In my earlier post around security we hovered around payment security aspects and the importance of security standards like PCI DSS to your payment systems. We can now look into the specific challenge of product selection, if you are a CIO/CTO looking to upgrade or implement a new solution to meet your business needs then security and associated certification should be a critical parameter during your product evaluation and selection process.
So how does one go about making a decision on product selection while ensuring the integrity of your payment ecosystem?
Assuming you have already made your build or buy decision and chosen to buy and are now discovering the right product, what happens now?
Off the shelf products that are already security certified (for e.g PA DSS) is a good way to start your discovery process. Let’s say you are looking for a card management or mobile payment system that would work in real time to authorize and process transactions; or even a reconciliation system that would take end of day feeds and process reports, they are all bound to hook into various parts of your existing payment ecosystem.So how does one go about the process?
While I cannot unravel all the parameters I would like to touch upon a couple of critical ones.
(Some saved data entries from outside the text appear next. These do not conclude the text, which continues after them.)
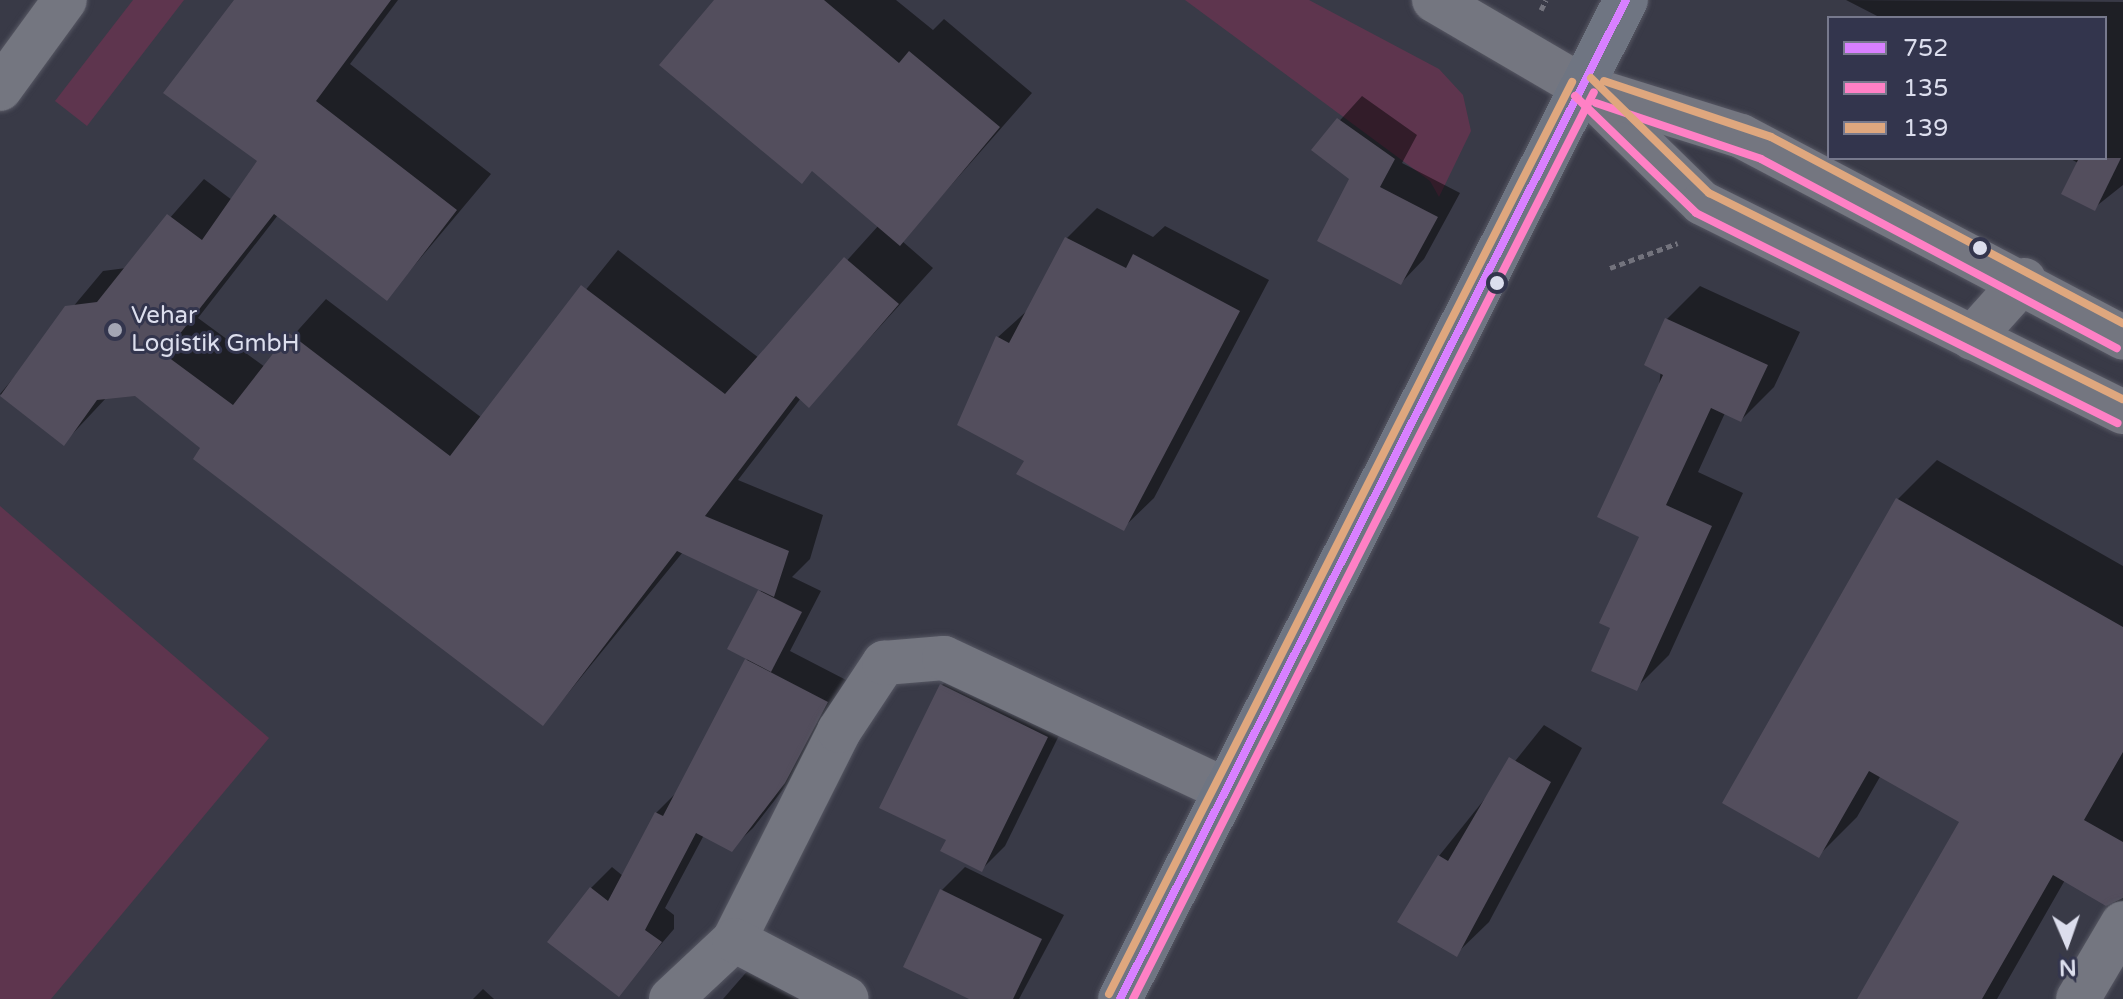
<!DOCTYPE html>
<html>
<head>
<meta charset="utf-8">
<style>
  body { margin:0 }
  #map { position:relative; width:2123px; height:999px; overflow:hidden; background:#393a47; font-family:"Varela Round",sans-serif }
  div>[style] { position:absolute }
  .green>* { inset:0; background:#5e354e }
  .shadow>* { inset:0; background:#0007 }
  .building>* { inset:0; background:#534e5d }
  .path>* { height:5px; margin-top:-2.5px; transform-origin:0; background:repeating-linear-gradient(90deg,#73737d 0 6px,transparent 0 10px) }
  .roads { filter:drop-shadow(0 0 2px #565763) drop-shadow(0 0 2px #565763) }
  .minor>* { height:44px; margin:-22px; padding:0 22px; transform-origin:22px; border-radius:22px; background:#747680 }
  .major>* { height:44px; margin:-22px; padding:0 22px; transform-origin:22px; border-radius:22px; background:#6f7582 }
  .bus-1>* { height:8px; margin:-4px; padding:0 4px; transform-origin:4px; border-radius:4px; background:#d880ff }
  .bus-2>* { height:8px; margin:-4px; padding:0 4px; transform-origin:4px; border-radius:4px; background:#ff80c5 }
  .bus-3>* { height:8px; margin:-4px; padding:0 4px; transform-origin:4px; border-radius:4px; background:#dfa77e }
  .dots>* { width:22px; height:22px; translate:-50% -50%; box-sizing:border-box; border:4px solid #33354d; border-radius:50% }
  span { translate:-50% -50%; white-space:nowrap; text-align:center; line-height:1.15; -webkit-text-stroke:6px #33354d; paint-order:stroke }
  .poi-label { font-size:24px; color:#dcdeed }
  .left { translate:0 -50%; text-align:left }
  .legend { position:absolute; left:1827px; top:16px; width:280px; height:144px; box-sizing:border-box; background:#33354d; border:2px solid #77798d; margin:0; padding:10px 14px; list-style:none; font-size:24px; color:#dcdeed }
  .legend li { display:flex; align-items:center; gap:16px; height:40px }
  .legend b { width:40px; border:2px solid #77798d }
  .north { position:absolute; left:2027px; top:903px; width:80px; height:80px; -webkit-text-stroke:6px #33354d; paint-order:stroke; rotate:178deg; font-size:22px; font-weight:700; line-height:32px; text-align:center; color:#dcdeed }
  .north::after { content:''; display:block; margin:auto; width:28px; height:36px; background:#dcdeed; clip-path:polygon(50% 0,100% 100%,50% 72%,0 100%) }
</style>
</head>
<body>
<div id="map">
  <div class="green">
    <i style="clip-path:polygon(133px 0,184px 0,87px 126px,55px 101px)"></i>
    <i style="clip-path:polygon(1185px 0,1309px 0,1439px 69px,1463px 95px,1471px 131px,1439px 197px,1430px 181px)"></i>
    <i style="clip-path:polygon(0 506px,269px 738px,51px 999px,0 999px)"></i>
  </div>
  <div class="shadow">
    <i style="clip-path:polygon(236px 0,398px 0,350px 64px,491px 174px,387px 298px,278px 215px,198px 318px,265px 367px,326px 299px,482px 418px,618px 250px,759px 358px,879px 225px,717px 0,896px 0,933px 30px,944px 19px,1032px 93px,902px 241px,933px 268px,809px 405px,801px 398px,738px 480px,823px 515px,810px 559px,792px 577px,821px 591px,790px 651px,848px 681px,806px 760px,753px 828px,731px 849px,704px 835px,665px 908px,674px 915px,674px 929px,627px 984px,591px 888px,612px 867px,623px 876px,656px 813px,678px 791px,748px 658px,761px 589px,683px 552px,543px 724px,136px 394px,107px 397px,64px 443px,0 394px,103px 271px,126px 268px,204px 179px,232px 200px,260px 160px)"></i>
    <i style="clip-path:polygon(1846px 0,2123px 2px,2123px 185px,2094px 208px,2078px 163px,2069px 158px,2105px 158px,2105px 18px,1881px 18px)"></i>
    <i style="clip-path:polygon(1362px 96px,1417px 135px,1402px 163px,1460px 193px,1424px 259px,1401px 283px,1352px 178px,1314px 149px)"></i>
    <i style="clip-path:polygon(1097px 208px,1153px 237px,1165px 226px,1269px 280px,1154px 498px,1123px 528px,1026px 460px,998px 337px,1030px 308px,1067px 238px)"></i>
    <i style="clip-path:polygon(1700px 286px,1800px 332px,1774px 387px,1741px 420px,1725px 413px,1698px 472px,1743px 493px,1669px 655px,1636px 688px,1613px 627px,1641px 536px,1667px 319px)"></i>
    <i style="clip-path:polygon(1937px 460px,2123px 566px,2123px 901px,2106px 904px,2065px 880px,1997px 999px,1860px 999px,1961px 822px,1881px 775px,1857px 817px,1818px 856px,1898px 499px)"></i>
    <i style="clip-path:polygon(966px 662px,1070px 713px,1005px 846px,982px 869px,948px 839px,942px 685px)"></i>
    <i style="clip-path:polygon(1544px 725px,1582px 748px,1489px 922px,1456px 954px,1439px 856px)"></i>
    <i style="clip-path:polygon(965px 867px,1064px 915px,1019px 999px,974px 999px,942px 890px)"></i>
    <i style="clip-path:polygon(750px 968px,817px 999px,723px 999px)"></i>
    <i style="clip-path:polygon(483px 989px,494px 999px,473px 999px)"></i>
  </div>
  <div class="building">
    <i style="clip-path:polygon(234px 0,391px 0,316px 101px,457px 210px,387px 301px,274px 214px,164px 354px,233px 405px,289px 333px,450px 456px,581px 285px,725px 394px,844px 257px,899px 304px,809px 408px,796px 396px,705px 516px,789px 551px,774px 597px,677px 551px,543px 726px,193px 459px,200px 448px,135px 396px,97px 400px,64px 446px,0 396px,65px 306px,97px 302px,167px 214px,202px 240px,257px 161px,163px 93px)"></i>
    <i style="clip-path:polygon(714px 0,824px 0,899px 63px,909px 51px,1000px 127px,900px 246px,812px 171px,802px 184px,659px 65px)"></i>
    <i style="clip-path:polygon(1337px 118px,1395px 159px,1380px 187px,1438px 217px,1401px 285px,1317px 241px,1349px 179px,1311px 150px)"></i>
    <i style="clip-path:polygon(2079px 158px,2121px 158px,2095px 211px,2061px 194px)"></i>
    <i style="clip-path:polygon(1065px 237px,1126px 268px,1133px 254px,1240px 311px,1124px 531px,1016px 474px,1024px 461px,957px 425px,996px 336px,1009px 343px)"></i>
    <i style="clip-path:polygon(1665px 318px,1768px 365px,1741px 422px,1711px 408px,1666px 505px,1712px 526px,1637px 691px,1591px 671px,1610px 628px,1599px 623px,1639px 537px,1597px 517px,1663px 375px,1644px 365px)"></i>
    <i style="clip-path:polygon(1896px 498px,2123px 627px,2123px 752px,2084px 820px,2123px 842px,2123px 898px,2106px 906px,2053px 875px,1982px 999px,1857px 999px,1959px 822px,1869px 771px,1819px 858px,1722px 803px)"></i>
    <i style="clip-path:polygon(758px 590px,802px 612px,771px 672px,727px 649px)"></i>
    <i style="clip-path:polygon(745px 659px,828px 702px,785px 783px,732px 852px,696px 833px,645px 930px,662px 942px,619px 997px,547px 942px,590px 887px,608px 901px,655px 812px,663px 816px)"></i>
    <i style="clip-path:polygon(940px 684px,1048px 737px,982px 872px,940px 851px,946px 840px,879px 808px)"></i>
    <i style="clip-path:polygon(1509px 757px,1551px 782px,1457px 957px,1397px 922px,1438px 855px,1448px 861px)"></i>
    <i style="clip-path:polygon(940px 889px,1042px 939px,1013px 999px,969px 999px,903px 967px)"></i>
  </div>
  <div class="path">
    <i style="left:1541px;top:10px;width:11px;rotate:-63deg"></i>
    <i style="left:1610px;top:268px;width:72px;rotate:-20.2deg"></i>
  </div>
  <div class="roads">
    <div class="minor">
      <i style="left:1434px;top:0;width:173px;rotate:30.3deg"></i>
      <i style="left:1583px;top:87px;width:166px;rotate:44.3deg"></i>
      <i style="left:1702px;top:203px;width:470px;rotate:26.4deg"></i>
      <i style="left:0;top:89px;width:110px;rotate:-53.9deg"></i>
      <i style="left:1590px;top:89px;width:158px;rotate:17.3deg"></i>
      <i style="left:1741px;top:136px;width:432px;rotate:27.8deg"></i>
      <i style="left:1972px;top:338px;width:78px;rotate:-48.1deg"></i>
      <i style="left:734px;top:940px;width:234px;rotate:-63.3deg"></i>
      <i style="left:839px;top:731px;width:82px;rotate:-56.5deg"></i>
      <i style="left:884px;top:663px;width:60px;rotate:-4.8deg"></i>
      <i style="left:944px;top:658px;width:311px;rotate:25.1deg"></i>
      <i style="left:671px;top:999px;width:86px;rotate:-43.1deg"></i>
      <i style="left:734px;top:940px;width:127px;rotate:27.6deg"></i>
      <i style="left:2078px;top:999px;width:88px;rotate:-59.4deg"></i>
    </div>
    <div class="major">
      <i style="left:1120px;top:999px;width:1120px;rotate:-63.14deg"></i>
    </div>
  </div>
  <div class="bus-1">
    <i style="left:1120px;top:999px;width:1120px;rotate:-63.14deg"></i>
  </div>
  <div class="bus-2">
    <i style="left:1575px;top:96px;width:168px;rotate:44deg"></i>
    <i style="left:1696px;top:213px;width:471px;rotate:26.5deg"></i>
    <i style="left:1596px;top:103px;width:174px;rotate:18.7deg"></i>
    <i style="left:1761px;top:159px;width:403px;rotate:28deg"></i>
    <i style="left:1133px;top:999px;width:1017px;rotate:-63.06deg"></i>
  </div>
  <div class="bus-3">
    <i style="left:1591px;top:78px;width:165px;rotate:44.3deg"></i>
    <i style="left:1709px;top:193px;width:462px;rotate:26.5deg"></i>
    <i style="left:1604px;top:81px;width:176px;rotate:18.5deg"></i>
    <i style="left:1771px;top:137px;width:398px;rotate:27.9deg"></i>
    <i style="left:1109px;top:994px;width:1023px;rotate:-63.08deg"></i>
  </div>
  <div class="dots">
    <i style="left:1980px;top:248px;background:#dcdeed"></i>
    <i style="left:1497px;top:283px;background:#dcdeed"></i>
    <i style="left:115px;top:330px;background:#a3a5b3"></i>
  </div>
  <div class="poi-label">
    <span class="left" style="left:131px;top:330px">Vehar<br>Logistik GmbH</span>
  </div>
  <ul class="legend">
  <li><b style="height:10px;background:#d880ff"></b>752</li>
  <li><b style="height:10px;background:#ff80c5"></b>135</li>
  <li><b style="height:10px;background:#dfa77e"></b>139</li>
  </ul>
  <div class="north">N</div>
</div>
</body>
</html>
“Product fitment” – Ideally the product selected should fit all of the mandatory business requirements of your target system, i.e minimum gap to bridge before go to market else you risk spending time and money bridging between the product and your business requirements resulting in auditing and re-certification of end product. The key is to ensure that you follow specific security accreditation guidelines, e.g. if you are looking to have a PA-DSS certified product then you need to ensure that as part of your evaluation the delta customization that you would make on the solution does not change the core of the product, and that whatever change you build on the core can be swiftly certified.
Another important point to note is “Architecture” of the target system. Over the last decade a lot of ground work has been done in putting together loosely coupled frameworks that help modularize the product construction and solution building, providing quick to market capabilities to the business. This essentially means that the core of these new age systems tend to have a lean foot print providing for interfaces and handlers to be put together using SDKs (all getting a bit technical now!). Simply put, you need to review the architecture of the selected system and how it stacks up against certification guidelines that you are aiming for.
The solution is in performing a thorough due diligence during vendor and product selection, it is no longer just about technology and cost but about creating a “secure payment ecosystem”. This calls for putting together organization specific diligence frameworks & product selection process that takes into account measures of security & regulatory requirements. This should help avoid unnecessary heart breaks and not mention cost escalations.